▶ _Records for processing_
────────────────────────────────────────
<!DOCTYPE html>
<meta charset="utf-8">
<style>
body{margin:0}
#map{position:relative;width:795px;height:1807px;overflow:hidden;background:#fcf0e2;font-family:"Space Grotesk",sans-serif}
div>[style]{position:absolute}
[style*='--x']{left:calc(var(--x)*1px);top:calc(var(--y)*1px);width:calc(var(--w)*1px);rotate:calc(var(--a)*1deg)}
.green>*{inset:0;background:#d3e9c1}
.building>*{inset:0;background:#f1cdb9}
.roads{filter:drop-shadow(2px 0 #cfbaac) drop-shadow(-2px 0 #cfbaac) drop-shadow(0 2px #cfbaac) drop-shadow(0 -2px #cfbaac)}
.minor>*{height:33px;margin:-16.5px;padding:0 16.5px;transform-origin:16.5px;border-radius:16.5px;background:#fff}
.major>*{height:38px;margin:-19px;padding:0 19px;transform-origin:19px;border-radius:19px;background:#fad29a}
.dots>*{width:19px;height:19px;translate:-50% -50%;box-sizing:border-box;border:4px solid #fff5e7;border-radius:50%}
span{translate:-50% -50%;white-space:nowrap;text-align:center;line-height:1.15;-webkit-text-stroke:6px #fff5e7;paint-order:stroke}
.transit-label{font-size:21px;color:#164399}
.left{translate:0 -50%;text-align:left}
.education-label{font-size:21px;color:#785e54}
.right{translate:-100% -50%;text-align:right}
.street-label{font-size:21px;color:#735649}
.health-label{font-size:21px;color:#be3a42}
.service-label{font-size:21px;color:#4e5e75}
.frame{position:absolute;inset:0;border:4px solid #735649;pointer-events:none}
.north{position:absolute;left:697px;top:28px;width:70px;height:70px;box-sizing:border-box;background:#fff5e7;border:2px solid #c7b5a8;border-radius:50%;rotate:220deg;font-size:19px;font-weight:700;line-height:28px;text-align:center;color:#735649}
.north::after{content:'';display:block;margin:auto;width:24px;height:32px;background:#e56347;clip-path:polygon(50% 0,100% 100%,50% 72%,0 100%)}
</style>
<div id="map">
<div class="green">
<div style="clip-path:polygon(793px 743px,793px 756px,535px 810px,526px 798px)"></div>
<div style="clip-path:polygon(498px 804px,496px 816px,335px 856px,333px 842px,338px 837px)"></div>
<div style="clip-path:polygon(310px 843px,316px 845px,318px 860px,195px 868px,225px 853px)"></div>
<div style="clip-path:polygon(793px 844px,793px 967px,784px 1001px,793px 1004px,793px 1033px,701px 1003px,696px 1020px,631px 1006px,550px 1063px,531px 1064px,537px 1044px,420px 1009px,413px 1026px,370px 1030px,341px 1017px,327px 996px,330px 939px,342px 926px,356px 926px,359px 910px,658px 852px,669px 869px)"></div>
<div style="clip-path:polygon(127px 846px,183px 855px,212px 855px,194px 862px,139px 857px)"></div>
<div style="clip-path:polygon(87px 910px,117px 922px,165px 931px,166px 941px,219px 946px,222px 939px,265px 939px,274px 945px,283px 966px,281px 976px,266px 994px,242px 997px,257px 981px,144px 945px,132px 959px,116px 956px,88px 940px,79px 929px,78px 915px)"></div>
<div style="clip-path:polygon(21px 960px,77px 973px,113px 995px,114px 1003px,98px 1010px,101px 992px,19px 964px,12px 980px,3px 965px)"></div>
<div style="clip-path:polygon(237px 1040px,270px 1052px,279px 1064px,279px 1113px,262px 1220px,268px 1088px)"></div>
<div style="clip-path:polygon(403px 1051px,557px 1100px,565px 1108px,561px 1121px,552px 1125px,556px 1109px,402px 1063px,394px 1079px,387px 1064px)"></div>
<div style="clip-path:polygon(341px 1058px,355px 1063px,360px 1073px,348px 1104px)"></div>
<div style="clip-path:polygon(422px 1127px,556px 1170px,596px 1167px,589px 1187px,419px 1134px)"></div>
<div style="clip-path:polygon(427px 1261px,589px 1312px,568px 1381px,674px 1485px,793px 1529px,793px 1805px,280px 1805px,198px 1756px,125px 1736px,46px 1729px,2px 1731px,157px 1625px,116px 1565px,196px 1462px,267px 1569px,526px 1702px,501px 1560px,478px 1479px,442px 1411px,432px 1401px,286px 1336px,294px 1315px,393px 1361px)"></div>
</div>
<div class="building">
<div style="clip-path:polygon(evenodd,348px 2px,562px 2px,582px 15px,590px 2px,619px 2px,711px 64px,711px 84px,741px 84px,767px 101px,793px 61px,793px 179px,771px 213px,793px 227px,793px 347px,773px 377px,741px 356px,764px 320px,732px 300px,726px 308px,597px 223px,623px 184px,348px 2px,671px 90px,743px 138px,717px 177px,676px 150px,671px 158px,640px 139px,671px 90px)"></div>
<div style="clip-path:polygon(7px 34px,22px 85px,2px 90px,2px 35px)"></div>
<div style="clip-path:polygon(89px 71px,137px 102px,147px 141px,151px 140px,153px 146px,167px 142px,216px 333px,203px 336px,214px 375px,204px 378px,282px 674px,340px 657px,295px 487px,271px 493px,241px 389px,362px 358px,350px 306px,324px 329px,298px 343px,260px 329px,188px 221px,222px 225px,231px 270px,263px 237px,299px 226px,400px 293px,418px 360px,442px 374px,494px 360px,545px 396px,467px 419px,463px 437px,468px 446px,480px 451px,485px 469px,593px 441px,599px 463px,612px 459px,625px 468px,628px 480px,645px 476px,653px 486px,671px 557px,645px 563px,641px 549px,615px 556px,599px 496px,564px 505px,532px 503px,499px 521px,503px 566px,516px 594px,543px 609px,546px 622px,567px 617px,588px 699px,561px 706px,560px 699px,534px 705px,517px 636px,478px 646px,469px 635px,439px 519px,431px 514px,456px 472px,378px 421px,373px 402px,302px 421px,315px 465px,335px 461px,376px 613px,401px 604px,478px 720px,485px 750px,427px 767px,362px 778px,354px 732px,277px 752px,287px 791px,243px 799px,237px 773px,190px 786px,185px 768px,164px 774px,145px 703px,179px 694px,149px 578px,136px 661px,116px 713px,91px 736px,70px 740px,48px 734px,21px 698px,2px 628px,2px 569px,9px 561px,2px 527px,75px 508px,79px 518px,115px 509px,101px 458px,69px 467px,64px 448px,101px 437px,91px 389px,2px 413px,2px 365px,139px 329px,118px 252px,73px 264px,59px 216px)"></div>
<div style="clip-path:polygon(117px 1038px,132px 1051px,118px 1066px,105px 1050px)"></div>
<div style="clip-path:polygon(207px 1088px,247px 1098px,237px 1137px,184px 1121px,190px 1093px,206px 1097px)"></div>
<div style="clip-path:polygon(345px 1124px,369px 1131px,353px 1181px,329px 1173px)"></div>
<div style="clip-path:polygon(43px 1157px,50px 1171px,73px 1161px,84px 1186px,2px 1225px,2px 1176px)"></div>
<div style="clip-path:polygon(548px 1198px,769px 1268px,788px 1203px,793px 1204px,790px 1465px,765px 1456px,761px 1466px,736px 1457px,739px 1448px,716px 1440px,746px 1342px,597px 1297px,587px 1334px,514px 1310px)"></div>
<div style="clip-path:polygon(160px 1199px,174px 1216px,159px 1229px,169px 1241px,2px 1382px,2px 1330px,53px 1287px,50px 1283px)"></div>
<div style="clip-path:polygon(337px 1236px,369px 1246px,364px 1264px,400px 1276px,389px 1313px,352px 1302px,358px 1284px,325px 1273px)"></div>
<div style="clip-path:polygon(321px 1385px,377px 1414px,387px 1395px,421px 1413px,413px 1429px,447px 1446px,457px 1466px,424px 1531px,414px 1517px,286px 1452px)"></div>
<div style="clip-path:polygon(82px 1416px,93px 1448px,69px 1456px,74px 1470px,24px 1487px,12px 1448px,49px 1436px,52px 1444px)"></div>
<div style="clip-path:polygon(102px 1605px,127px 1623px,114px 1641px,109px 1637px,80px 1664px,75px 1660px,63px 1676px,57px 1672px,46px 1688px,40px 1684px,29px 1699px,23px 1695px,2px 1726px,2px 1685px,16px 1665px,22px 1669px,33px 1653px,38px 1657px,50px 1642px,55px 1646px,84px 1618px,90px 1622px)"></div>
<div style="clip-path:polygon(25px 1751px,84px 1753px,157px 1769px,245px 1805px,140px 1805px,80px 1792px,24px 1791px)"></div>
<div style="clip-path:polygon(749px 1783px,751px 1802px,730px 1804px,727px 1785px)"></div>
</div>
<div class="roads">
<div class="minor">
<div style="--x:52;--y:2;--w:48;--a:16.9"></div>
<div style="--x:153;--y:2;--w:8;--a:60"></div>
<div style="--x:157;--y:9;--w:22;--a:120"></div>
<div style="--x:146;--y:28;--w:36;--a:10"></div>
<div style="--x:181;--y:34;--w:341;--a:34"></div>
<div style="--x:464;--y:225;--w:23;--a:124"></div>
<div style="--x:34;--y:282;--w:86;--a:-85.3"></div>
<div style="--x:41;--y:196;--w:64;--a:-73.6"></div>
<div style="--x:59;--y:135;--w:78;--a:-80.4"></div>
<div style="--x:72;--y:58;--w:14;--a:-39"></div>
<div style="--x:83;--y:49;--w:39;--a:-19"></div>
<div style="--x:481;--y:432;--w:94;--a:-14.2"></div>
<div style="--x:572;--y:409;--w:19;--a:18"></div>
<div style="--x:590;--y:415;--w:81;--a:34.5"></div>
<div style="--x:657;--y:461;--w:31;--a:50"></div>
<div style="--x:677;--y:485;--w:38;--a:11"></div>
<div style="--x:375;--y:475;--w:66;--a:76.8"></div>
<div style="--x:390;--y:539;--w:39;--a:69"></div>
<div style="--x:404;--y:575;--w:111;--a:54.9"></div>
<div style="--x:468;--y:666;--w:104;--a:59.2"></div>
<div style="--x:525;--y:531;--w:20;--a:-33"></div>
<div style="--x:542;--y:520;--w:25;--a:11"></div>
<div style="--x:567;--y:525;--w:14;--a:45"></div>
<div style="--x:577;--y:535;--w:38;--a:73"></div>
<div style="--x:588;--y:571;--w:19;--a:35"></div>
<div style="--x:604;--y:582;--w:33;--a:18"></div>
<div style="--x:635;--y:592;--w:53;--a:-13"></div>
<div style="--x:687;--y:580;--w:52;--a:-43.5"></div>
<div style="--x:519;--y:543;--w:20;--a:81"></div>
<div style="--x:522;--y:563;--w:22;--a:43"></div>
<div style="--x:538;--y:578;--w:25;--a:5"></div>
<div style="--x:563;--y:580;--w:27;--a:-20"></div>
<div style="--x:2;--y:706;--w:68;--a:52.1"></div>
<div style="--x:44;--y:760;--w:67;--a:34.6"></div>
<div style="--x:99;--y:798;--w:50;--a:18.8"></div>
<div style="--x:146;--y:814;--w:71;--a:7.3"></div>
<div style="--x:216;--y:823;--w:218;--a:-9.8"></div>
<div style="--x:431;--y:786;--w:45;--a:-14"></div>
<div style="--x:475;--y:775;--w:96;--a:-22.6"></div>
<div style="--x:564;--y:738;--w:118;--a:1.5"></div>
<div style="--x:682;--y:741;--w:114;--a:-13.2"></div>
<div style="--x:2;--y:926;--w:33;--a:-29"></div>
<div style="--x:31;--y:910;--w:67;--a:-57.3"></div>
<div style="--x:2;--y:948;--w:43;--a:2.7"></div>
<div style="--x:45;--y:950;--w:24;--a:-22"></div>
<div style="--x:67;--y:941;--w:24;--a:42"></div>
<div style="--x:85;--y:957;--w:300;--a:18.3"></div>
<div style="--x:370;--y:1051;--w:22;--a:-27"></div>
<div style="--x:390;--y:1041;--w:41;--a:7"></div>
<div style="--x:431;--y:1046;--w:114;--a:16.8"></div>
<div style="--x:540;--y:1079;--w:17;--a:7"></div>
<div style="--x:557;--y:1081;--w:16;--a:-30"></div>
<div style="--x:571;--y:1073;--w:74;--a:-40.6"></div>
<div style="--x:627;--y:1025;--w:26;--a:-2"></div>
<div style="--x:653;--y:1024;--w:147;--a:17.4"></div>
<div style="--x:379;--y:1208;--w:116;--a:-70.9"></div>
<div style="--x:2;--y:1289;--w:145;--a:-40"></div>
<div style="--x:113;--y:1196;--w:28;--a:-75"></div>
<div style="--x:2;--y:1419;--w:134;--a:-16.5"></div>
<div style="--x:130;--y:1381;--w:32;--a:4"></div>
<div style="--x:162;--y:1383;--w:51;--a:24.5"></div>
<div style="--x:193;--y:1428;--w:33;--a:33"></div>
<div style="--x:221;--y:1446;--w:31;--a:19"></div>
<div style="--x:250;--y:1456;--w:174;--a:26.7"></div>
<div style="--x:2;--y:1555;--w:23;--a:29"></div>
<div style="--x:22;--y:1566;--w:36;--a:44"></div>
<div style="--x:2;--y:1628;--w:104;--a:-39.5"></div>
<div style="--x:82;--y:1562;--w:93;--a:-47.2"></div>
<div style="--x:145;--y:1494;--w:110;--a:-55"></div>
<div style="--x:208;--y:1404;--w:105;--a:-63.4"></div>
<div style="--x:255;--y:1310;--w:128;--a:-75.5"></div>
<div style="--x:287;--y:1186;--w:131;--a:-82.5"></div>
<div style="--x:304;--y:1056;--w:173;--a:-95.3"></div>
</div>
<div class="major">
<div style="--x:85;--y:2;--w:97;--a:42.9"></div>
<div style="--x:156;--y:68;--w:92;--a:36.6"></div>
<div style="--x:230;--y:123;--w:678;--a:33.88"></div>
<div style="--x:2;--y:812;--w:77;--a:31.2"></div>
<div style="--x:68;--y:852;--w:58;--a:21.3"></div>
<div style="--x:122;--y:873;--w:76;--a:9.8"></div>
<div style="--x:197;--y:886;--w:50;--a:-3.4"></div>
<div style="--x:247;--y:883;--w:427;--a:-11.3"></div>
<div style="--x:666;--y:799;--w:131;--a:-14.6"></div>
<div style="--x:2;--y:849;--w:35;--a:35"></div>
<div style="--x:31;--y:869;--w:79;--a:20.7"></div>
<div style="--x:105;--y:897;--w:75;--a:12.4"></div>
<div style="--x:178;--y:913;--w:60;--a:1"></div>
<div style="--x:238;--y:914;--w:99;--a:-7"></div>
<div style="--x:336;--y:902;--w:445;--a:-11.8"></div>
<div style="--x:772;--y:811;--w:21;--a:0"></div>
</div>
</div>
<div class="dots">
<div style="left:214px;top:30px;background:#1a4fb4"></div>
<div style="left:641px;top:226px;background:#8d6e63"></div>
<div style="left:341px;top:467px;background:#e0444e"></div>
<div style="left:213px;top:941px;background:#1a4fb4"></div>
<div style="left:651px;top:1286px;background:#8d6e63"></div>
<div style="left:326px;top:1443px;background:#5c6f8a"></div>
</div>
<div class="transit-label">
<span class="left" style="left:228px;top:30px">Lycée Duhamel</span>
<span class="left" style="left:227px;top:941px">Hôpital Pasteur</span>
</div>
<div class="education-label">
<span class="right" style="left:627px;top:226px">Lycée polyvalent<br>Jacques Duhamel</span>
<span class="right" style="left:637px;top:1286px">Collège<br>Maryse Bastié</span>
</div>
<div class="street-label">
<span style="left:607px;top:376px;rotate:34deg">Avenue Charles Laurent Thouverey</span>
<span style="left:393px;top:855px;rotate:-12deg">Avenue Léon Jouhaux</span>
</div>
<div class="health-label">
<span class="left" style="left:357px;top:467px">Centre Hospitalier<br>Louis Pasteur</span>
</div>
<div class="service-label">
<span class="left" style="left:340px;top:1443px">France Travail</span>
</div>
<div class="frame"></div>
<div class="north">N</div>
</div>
────────────────────────────────────────
▶ _To do_
Set every line down again exactly. Begin with the first line of the entries and finish with the line containing "743px,793px 756px,535px 810px,526px".

▶ _Result_
<!DOCTYPE html>
<meta charset="utf-8">
<style>
body{margin:0}
#map{position:relative;width:795px;height:1807px;overflow:hidden;background:#fcf0e2;font-family:"Space Grotesk",sans-serif}
div>[style]{position:absolute}
[style*='--x']{left:calc(var(--x)*1px);top:calc(var(--y)*1px);width:calc(var(--w)*1px);rotate:calc(var(--a)*1deg)}
.green>*{inset:0;background:#d3e9c1}
.building>*{inset:0;background:#f1cdb9}
.roads{filter:drop-shadow(2px 0 #cfbaac) drop-shadow(-2px 0 #cfbaac) drop-shadow(0 2px #cfbaac) drop-shadow(0 -2px #cfbaac)}
.minor>*{height:33px;margin:-16.5px;padding:0 16.5px;transform-origin:16.5px;border-radius:16.5px;background:#fff}
.major>*{height:38px;margin:-19px;padding:0 19px;transform-origin:19px;border-radius:19px;background:#fad29a}
.dots>*{width:19px;height:19px;translate:-50% -50%;box-sizing:border-box;border:4px solid #fff5e7;border-radius:50%}
span{translate:-50% -50%;white-space:nowrap;text-align:center;line-height:1.15;-webkit-text-stroke:6px #fff5e7;paint-order:stroke}
.transit-label{font-size:21px;color:#164399}
.left{translate:0 -50%;text-align:left}
.education-label{font-size:21px;color:#785e54}
.right{translate:-100% -50%;text-align:right}
.street-label{font-size:21px;color:#735649}
.health-label{font-size:21px;color:#be3a42}
.service-label{font-size:21px;color:#4e5e75}
.frame{position:absolute;inset:0;border:4px solid #735649;pointer-events:none}
.north{position:absolute;left:697px;top:28px;width:70px;height:70px;box-sizing:border-box;background:#fff5e7;border:2px solid #c7b5a8;border-radius:50%;rotate:220deg;font-size:19px;font-weight:700;line-height:28px;text-align:center;color:#735649}
.north::after{content:'';display:block;margin:auto;width:24px;height:32px;background:#e56347;clip-path:polygon(50% 0,100% 100%,50% 72%,0 100%)}
</style>
<div id="map">
<div class="green">
<div style="clip-path:polygon(793px 743px,793px 756px,535px 810px,526px 798px)"></div>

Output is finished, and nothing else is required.